EXERCISE DIRECTIONS
Wherever the word "lines" appears in a line of the records, copy that line.

RECORDS TO USE
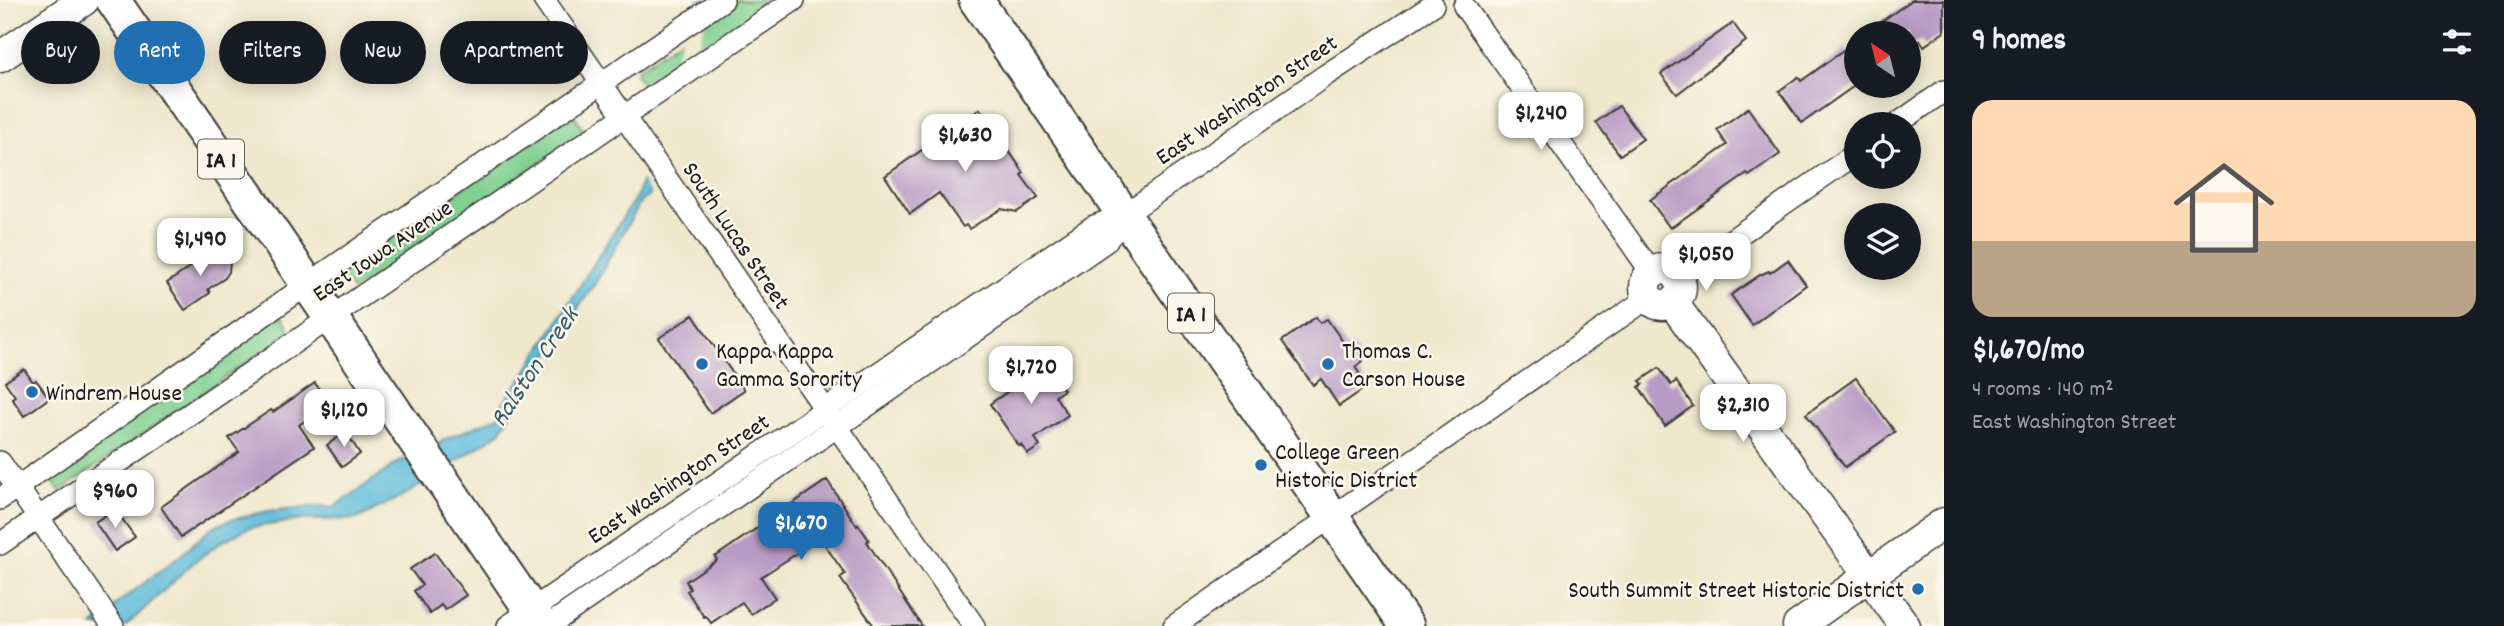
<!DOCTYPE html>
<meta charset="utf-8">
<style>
body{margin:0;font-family:Dekko,sans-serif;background:#242831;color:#f1f3f6;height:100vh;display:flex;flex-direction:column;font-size:26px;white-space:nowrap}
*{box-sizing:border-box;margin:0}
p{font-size:23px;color:#9ea1a6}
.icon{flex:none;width:38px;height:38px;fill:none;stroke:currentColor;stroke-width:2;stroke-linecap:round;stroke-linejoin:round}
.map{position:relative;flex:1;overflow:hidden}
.drawer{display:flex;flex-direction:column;background:#171b24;width:560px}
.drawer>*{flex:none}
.banner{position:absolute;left:21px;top:21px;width:665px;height:63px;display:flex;gap:14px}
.needle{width:46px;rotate:325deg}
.buttons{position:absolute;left:1844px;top:21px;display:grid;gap:14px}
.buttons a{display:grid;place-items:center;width:77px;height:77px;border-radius:50%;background:#171b24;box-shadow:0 4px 18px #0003;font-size:35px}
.price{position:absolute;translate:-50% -60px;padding:0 16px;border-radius:14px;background:#fff;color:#222;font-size:23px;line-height:46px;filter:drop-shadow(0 2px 4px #0008)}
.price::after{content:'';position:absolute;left:50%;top:42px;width:21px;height:16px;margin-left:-10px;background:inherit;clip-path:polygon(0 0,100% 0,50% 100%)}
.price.current{background:#1f6fb2;color:#fff}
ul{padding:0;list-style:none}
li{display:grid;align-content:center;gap:14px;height:371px;padding:0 28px}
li+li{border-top:2px solid #363941}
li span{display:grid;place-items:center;height:217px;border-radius:21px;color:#555}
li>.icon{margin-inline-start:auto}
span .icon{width:126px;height:126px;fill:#fffc;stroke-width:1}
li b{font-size:30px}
h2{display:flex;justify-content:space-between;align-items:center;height:84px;padding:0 28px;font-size:30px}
.chip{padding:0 24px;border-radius:32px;background:#171b24;box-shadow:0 4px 18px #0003;font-size:24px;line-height:63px}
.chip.current{background:#1f6fb2;color:#fff}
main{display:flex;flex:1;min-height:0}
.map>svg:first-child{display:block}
.green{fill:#80d091;stroke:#4e7656;stroke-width:2}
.water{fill:#5ebcdc;stroke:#3d6c7c;stroke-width:2}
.pier{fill:#f0e8cd}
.building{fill:#b89bc5}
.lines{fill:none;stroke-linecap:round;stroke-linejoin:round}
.street-casing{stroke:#3c3b37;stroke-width:24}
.secondary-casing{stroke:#3c3b37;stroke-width:33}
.primary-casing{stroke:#3c3b37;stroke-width:37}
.street{stroke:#fff;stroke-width:21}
.secondary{stroke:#fff;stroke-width:30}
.primary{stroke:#fff;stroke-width:33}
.poi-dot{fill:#1f6fb2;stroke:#fbf7ec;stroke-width:2.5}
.labels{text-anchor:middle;stroke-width:5;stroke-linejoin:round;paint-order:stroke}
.shield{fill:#fbf7ec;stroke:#5f5e5a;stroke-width:2}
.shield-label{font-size:23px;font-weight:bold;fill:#1c1c1c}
.street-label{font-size:24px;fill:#1c1c1c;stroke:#fbf7ec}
.poi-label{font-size:24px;fill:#1c1c1c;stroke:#fbf7ec;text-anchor:start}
.water-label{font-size:26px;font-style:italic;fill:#365c69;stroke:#fbf7ec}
</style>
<main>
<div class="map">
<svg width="1944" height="626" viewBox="0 0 1944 626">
<rect width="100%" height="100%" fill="#fbf7ec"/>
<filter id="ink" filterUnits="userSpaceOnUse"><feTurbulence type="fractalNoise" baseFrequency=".0143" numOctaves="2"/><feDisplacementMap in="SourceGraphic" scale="14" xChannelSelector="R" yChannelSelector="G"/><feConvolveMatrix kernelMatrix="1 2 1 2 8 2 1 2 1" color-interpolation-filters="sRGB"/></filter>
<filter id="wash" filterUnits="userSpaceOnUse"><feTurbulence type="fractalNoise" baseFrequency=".00686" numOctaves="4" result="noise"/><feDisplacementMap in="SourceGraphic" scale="28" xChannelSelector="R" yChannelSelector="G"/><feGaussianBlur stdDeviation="1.57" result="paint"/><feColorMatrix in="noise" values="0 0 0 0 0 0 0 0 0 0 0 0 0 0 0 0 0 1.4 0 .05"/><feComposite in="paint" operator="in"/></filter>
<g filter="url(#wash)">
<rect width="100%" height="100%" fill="#f0e8cd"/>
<!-- green -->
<g class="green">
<path d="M737 0H779L647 89 635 74 637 70Z"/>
<path d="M568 116 576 117 584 132 353 291 341 275 342 271Z"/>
<path d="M275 316 283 317 291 332 60 491 48 476Z"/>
</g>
<!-- water -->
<path class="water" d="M697 0H709L648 197 641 201 596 282 570 320 499 433 410 492 357 519 302 520 248 528 221 542 193 563 126 626H93L118 603 181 555 212 527 230 520 269 511 315 506 334 507 400 461 419 455 446 439 498 417 503 403 522 378 637 195Z"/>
<!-- pier -->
<path class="pier" d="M693 0H712L652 195 639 177Z"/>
<g id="blocks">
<!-- building -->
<g class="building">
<path d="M1912 0H1944V32L1924 46 1920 40 1909 48V33H1865Z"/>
<path d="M1733 23 1746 41 1677 94 1661 74Z"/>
<path d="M1846 49 1857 64V84L1802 123 1779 91 1798 77 1801 81Z"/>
<path d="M1619 106 1643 139 1620 155 1596 122Z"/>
<path d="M1748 108 1780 154 1749 176 1747 174 1670 228 1650 200 1727 145 1717 130Z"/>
<path d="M980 109 1024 173 1021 175 1038 198 1017 212 1001 209 969 229 966 225 963 227 939 193 910 214 885 176Z"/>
<path d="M220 247 230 261 229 272 225 278 208 289 210 293 185 310 167 283Z"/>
<path d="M1788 260 1806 285 1752 325 1731 295 1760 275 1769 271 1770 273Z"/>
<path d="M693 315 744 390 710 413 659 338Z"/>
<path d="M1316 317 1320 323 1327 319 1348 349 1352 346 1363 361 1355 367 1368 386 1339 406 1321 379 1313 385 1282 341Z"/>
<path d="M1033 362 1041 373 1049 368 1064 390 1055 396 1068 415 1035 438 1040 446 1028 454 1021 445 1019 446 990 404 1021 382 1015 374Z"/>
<path d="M1659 368 1671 385 1676 381 1693 406 1665 426 1639 387 1643 384 1640 381Z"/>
<path d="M24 369 33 382 36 380 49 398 24 416 12 398 15 396 5 382Z"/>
<path d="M1856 378 1895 432 1845 467 1806 414Z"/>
<path d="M315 383 329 403 299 425 314 447 181 537 161 507 239 452 229 438 271 410 273 412Z"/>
<path d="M346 432 360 454 342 467 327 445Z"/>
<path d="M827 480 857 526 858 524 869 540 867 542 922 626H874L840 578 845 574 820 538 761 577 775 598 751 614 742 602 711 623 706 616 704 617 687 591 690 589 686 581 717 560 715 557Z"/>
<path d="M115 509 135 537 115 551 95 522Z"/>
<path d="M435 553 466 595 445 610 441 605 430 614 414 591 422 585 410 569Z"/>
</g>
</g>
</g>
<g filter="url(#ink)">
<use href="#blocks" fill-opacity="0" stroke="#3c3b37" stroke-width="2"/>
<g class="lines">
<!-- street casing -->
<g class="street-casing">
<g id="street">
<path d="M544 0 974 626"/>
<path d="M1464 6 1652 273"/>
<path d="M1897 124 1944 91"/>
<path d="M1678 277 1857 153"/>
<path d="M0 462 113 626"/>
<path d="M0 499 307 285 723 0"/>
<path d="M0 544 794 0"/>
<path d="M508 626 1094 226 1124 215 1326 75 1433 5"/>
<path d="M548 626 1105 242 1118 227 1124 215"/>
<path d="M1174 626 1648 298"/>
</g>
</g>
<!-- secondary casing -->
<g class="secondary-casing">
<g id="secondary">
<path d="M0 57 84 0"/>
<circle cx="1663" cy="287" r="18"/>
<path d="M1673 303 1905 626"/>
<path d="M1798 626 1944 523"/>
</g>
</g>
<!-- primary casing -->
<g class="primary-casing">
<g id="primary">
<path d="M113 0 542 626"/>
<path d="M976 0 1407 626"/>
</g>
</g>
<!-- street -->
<use href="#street" class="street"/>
<!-- secondary -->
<use href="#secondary" class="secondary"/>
<!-- primary -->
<use href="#primary" class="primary"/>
</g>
</g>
<!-- markers -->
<g class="poi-dot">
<circle cx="702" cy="364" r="7"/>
<circle cx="1328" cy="364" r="7"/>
<circle cx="32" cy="392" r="7"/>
<circle cx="1261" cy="465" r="7"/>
<circle cx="1918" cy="589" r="7"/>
</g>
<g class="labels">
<!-- shield labels -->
<g class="shield">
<rect x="198" y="139.5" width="46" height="39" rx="5"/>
<rect x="1168" y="293.5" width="46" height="39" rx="5"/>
</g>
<g class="shield-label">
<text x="221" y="167">IA 1</text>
<text x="1191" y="321">IA 1</text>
</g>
<!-- street labels -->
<g class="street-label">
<text transform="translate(1246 99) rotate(-34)" y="8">East Washington Street</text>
<text transform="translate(737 235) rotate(56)" y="8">South Lucas Street</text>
<text transform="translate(382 250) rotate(-34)" y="8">East Iowa Avenue</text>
<text transform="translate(678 478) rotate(-34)" y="8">East Washington Street</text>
</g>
<!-- poi labels -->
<g class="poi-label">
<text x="716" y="358">Kappa Kappa<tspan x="716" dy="28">Gamma Sorority</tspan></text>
<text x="1342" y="358">Thomas C.<tspan x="1342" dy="28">Carson House</tspan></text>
<text x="46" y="400">Windrem House</text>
<text x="1275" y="459">College Green<tspan x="1275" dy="28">Historic District</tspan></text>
<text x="1904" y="597" text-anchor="end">South Summit Street Historic District</text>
</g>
<!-- water labels -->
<g class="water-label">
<text transform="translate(533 366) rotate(-56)" y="9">Ralston Creek</text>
</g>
</g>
</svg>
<div class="buttons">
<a><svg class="needle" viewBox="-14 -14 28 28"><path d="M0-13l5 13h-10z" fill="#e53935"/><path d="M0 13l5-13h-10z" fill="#9ea1a6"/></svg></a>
<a><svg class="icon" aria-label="locate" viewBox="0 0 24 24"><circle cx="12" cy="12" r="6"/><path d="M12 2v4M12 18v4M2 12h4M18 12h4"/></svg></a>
<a><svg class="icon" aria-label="layers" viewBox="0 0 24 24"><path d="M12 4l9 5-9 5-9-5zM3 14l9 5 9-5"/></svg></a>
</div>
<b class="price" style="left:1541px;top:152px">$1,240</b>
<b class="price" style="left:965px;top:174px">$1,630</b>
<b class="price" style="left:200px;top:278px">$1,490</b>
<b class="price" style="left:1706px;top:293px">$1,050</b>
<b class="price" style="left:1031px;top:406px">$1,720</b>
<b class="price" style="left:1743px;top:444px">$2,310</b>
<b class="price" style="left:344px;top:449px">$1,120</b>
<b class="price" style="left:115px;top:530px">$960</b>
<b class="price current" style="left:801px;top:562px">$1,670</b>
<div class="banner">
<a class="chip">Buy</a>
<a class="chip current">Rent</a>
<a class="chip">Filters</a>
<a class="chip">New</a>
<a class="chip">Apartment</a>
</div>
</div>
<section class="drawer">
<h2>9 homes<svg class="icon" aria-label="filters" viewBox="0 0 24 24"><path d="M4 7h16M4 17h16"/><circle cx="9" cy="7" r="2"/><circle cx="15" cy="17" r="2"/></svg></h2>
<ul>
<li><span style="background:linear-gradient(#ffd9b3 65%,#b9a48a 0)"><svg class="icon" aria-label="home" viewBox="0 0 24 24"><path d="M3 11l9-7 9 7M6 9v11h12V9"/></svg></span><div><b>$1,670/mo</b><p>4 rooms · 140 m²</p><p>East Washington Street</p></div></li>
</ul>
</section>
</main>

REPLY TO THE TASK
.lines{fill:none;stroke-linecap:round;stroke-linejoin:round}
<g class="lines">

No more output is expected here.